◆ To do:
Search each line below for "JSON", then return the lines where it appears.

◆ Given data:
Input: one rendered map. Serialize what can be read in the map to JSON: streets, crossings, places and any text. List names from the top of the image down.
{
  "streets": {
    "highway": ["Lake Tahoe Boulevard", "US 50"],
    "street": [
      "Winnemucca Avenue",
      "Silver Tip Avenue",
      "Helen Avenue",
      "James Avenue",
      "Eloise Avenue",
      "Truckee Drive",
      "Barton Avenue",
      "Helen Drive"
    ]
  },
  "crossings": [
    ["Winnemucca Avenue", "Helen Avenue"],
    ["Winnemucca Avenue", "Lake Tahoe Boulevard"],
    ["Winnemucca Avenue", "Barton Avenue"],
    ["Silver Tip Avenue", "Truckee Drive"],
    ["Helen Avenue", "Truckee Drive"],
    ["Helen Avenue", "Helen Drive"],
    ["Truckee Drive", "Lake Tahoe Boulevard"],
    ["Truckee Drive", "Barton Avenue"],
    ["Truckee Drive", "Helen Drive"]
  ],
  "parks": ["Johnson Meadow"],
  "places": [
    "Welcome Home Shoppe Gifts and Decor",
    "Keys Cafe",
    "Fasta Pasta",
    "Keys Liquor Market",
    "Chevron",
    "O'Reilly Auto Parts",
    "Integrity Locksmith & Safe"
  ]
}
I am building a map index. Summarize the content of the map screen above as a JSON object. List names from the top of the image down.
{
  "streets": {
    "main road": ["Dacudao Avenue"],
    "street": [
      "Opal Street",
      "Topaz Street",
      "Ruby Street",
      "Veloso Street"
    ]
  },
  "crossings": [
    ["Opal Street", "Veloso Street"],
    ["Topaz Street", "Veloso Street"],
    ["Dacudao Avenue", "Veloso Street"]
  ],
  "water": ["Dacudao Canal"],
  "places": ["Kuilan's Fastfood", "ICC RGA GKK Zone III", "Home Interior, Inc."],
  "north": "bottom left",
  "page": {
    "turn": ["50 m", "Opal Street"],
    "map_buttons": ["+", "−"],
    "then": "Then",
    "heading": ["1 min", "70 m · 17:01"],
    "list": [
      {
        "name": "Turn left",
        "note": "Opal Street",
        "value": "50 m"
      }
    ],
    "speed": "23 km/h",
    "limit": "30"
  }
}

◆ The answer:
Input: one rendered map. Serialize what can be read in the map to JSON: streets, crossings, places and any text. List names from the top of the image down.
I am building a map index. Summarize the content of the map screen above as a JSON object. List names from the top of the image down.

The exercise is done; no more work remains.